Please tally the lines in the records that include the word "position" and answer with the bare number.
-- Raw data follows --
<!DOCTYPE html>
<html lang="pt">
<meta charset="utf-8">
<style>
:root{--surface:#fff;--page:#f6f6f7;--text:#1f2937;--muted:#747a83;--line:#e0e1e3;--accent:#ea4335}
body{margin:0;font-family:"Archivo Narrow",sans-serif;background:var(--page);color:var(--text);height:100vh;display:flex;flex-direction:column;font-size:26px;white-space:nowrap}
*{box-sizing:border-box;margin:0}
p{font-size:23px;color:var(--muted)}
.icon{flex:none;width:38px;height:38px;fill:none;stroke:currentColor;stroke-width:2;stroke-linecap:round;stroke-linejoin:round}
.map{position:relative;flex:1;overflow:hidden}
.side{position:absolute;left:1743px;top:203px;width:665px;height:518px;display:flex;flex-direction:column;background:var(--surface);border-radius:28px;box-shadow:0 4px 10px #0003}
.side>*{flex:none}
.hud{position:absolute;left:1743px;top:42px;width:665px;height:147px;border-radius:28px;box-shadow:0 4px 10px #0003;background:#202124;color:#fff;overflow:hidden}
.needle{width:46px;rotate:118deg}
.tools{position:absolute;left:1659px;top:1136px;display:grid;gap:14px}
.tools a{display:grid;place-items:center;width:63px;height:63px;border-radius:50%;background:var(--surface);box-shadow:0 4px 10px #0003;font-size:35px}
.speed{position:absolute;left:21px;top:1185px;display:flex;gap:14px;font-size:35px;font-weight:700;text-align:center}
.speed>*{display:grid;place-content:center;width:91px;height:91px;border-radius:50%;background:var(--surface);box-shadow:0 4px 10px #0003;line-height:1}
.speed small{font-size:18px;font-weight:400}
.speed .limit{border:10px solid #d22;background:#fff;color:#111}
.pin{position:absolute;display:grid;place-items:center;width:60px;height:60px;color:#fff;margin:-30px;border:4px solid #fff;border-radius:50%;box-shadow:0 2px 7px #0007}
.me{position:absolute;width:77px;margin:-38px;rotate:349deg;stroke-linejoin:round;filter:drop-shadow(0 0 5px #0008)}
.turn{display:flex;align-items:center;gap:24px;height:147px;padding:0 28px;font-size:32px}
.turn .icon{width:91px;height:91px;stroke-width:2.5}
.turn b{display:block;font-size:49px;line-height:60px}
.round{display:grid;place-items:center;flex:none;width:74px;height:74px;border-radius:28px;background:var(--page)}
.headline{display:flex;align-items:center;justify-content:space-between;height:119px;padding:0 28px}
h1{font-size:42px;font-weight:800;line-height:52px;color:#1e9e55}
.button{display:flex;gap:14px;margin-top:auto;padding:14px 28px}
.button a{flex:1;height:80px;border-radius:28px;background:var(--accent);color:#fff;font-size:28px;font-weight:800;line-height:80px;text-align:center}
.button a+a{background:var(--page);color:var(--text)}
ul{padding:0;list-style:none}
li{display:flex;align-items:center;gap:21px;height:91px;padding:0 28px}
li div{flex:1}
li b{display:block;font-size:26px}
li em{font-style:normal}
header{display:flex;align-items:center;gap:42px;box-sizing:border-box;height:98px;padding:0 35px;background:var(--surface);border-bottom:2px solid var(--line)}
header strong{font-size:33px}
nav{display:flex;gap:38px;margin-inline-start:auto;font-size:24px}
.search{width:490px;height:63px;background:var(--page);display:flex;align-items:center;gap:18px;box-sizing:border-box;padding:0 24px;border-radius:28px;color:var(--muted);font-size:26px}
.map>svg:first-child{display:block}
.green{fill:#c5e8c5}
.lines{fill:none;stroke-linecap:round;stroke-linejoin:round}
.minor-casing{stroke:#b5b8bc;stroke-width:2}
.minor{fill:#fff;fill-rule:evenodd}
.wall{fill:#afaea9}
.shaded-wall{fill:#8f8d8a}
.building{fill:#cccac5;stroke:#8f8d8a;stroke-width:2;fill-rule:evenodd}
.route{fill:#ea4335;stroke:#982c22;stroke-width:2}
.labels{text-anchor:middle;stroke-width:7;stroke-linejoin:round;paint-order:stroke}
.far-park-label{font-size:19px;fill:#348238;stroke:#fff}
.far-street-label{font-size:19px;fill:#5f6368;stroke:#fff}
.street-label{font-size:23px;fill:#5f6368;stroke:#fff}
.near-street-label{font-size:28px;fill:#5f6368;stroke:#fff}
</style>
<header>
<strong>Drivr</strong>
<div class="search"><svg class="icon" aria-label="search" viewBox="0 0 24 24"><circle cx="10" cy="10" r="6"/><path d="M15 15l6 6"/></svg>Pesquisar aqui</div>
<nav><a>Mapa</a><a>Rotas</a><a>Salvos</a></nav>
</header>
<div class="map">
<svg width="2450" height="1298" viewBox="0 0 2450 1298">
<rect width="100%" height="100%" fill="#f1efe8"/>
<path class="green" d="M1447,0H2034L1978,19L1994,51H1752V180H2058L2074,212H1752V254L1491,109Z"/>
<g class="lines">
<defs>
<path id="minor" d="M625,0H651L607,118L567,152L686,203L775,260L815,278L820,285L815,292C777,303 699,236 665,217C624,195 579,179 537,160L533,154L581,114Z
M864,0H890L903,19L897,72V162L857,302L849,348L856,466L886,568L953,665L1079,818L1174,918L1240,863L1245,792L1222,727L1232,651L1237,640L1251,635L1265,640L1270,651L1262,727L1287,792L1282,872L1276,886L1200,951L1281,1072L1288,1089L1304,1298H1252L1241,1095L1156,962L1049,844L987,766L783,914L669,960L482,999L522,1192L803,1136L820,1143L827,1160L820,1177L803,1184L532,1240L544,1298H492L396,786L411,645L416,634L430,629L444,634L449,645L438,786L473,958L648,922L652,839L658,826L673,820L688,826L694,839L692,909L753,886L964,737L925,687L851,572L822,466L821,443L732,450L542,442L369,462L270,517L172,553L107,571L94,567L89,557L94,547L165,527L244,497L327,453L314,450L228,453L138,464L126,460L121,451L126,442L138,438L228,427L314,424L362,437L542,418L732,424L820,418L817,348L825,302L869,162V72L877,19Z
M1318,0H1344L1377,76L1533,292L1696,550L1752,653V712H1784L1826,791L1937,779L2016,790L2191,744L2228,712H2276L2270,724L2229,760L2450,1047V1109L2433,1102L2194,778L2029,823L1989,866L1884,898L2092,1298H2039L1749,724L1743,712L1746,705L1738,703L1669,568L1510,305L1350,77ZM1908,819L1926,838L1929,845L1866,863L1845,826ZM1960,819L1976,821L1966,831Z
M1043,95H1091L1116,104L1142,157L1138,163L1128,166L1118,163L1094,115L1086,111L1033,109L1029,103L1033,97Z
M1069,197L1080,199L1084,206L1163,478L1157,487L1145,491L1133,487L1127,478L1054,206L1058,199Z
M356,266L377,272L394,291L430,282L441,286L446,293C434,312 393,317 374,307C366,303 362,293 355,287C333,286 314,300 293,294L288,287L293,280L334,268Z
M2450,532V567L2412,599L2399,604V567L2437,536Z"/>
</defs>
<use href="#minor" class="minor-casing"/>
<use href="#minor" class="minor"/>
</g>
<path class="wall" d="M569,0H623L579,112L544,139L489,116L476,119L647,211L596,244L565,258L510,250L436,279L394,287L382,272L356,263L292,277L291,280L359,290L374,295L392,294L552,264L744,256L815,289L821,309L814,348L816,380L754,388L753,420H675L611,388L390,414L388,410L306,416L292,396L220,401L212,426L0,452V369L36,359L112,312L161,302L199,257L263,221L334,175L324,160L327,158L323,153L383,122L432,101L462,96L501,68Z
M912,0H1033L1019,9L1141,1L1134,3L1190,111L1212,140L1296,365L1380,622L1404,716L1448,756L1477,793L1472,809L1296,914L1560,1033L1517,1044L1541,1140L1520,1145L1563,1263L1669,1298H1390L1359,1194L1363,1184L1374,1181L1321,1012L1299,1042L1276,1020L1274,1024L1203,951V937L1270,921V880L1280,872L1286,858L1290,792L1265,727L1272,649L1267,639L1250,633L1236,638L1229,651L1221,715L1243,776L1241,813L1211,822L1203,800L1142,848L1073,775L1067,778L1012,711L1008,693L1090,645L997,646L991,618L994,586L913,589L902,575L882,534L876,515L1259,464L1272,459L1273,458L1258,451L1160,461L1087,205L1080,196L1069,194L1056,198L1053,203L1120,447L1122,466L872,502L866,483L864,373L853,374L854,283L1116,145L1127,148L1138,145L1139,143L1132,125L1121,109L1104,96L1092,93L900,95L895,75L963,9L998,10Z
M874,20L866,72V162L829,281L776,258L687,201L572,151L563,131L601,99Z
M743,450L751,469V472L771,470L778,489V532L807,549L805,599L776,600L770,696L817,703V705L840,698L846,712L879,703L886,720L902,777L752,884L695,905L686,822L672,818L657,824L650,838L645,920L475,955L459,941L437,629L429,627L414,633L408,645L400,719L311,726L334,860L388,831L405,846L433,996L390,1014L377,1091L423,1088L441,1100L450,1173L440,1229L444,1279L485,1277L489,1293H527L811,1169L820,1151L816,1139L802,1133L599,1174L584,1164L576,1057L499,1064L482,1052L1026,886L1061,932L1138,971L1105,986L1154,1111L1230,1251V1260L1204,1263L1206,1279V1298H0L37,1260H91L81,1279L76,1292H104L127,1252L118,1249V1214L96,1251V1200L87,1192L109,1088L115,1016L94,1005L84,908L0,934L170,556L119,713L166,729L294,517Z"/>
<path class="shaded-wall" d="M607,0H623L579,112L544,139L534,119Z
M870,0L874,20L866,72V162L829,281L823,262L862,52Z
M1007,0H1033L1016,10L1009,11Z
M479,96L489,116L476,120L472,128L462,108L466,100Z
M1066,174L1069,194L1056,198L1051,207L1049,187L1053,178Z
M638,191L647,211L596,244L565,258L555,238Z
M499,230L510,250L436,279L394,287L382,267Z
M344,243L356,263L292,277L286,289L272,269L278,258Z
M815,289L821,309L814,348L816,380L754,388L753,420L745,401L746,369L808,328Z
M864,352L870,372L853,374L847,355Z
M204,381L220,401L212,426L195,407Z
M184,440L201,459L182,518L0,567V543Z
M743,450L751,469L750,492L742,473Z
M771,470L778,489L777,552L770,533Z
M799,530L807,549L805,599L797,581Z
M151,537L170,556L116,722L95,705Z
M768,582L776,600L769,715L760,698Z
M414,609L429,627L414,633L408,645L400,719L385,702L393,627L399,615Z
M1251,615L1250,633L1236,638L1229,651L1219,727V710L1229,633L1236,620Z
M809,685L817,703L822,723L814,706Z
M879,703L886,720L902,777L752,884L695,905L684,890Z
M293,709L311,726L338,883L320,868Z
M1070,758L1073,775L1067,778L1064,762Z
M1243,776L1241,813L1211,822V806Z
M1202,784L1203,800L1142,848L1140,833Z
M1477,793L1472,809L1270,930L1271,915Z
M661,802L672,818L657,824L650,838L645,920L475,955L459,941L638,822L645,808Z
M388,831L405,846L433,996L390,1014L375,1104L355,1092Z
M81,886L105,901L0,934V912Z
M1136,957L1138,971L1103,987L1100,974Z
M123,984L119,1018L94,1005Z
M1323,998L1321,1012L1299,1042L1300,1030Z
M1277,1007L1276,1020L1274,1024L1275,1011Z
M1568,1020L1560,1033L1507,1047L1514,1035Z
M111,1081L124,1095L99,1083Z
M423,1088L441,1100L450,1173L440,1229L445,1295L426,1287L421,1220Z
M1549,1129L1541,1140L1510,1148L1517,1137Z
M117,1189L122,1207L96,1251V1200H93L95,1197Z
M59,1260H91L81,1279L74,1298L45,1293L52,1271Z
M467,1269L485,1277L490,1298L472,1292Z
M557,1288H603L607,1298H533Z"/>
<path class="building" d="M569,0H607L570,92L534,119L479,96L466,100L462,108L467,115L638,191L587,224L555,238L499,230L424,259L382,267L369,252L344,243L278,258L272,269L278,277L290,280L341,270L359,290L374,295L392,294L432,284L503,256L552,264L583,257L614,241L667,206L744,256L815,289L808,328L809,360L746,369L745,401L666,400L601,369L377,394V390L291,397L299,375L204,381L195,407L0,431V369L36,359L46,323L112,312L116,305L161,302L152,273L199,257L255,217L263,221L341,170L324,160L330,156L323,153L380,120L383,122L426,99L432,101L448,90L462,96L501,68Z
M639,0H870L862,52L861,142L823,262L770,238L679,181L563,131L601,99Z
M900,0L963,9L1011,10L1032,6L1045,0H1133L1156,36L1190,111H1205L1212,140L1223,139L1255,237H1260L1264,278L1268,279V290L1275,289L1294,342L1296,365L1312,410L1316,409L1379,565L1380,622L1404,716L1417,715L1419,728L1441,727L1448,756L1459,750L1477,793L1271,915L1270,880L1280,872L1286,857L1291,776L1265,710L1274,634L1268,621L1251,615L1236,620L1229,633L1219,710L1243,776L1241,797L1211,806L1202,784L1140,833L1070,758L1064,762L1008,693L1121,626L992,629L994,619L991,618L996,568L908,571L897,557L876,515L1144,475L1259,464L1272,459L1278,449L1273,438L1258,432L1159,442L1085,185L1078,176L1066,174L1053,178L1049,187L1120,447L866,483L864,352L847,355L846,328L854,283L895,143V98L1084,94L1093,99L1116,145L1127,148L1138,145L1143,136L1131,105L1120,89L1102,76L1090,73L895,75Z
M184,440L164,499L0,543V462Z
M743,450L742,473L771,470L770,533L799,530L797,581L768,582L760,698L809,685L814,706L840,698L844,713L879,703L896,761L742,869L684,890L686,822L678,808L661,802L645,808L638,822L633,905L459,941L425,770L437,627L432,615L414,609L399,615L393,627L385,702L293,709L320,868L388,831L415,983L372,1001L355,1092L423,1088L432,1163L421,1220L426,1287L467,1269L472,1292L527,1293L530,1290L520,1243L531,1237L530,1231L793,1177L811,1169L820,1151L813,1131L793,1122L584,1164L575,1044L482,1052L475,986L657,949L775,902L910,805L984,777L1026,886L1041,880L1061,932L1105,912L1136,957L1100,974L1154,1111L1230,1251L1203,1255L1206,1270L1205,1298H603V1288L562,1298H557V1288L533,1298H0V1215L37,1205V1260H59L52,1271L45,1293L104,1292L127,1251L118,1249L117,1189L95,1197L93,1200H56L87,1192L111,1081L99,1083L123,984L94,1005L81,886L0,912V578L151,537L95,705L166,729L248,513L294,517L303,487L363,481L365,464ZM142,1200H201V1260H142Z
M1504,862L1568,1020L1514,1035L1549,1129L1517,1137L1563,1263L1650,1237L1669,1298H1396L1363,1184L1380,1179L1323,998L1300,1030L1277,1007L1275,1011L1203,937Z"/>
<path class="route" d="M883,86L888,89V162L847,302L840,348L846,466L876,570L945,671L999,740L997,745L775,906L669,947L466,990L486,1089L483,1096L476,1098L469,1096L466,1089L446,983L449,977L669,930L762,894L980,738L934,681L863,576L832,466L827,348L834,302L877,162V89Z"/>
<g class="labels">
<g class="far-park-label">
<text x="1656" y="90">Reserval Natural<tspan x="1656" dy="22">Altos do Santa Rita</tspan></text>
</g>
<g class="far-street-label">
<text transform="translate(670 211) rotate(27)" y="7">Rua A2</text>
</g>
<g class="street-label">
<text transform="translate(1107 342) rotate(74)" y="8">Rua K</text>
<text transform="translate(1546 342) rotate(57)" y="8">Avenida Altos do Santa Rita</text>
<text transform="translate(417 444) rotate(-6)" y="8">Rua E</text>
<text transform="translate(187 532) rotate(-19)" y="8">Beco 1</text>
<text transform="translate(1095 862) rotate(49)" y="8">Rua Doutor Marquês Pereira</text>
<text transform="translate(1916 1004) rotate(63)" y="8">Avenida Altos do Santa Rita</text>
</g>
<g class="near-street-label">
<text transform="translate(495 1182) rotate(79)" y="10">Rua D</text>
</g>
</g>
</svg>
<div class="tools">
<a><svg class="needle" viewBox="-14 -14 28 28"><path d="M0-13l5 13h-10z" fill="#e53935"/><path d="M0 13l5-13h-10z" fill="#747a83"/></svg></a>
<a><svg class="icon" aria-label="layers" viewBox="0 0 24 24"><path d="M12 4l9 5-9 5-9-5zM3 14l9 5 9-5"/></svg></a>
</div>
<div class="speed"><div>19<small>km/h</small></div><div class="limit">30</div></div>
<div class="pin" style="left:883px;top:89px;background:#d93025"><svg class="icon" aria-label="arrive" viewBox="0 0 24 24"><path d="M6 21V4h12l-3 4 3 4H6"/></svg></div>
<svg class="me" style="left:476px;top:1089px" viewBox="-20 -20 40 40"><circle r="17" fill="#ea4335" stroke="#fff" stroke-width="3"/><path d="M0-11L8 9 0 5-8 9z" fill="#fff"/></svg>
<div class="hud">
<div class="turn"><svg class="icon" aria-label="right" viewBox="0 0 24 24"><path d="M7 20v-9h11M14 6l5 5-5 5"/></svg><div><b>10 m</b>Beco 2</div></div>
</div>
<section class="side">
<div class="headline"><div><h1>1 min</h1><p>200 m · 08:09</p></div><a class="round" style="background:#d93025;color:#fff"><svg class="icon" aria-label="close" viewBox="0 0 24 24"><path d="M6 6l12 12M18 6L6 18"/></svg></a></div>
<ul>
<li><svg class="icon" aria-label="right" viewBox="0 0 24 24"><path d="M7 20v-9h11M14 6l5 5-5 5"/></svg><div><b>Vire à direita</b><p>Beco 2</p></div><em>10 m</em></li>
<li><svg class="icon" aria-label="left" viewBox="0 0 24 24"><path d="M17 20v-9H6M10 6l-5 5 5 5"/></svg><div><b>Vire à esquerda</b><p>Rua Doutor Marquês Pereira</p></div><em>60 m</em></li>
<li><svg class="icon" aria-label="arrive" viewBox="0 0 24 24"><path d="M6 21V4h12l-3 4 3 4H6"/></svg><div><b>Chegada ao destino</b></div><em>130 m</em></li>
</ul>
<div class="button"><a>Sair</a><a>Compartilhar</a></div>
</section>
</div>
-- Raw data concluded --
- Result for this exercise: 7